#### PROBLEM
Print back every record below, exactly as it stands.

===== RECORDS FOR THIS TASK

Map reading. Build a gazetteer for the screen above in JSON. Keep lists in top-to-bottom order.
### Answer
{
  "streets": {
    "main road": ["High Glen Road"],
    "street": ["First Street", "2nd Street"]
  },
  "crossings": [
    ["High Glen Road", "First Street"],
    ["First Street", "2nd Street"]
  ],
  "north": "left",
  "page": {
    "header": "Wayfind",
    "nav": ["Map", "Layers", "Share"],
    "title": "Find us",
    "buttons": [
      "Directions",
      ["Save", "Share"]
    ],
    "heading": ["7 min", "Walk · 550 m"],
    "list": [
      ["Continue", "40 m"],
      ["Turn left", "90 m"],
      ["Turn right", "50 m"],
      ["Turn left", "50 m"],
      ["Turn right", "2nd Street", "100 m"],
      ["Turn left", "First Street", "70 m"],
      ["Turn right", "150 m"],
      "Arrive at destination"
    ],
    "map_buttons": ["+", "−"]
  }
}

==========

#### SOLVED EXERCISE
Map reading. Build a gazetteer for the screen above in JSON. Keep lists in top-to-bottom order.
### Answer
{
  "streets": {
    "main road": ["High Glen Road"],
    "street": ["First Street", "2nd Street"]
  },
  "crossings": [
    ["High Glen Road", "First Street"],
    ["First Street", "2nd Street"]
  ],
  "north": "left",
  "page": {
    "header": "Wayfind",
    "nav": ["Map", "Layers", "Share"],
    "title": "Find us",
    "buttons": [
      "Directions",
      ["Save", "Share"]
    ],
    "heading": ["7 min", "Walk · 550 m"],
    "list": [
      ["Continue", "40 m"],
      ["Turn left", "90 m"],
      ["Turn right", "50 m"],
      ["Turn left", "50 m"],
      ["Turn right", "2nd Street", "100 m"],
      ["Turn left", "First Street", "70 m"],
      ["Turn right", "150 m"],
      "Arrive at destination"
    ],
    "map_buttons": ["+", "−"]
  }
}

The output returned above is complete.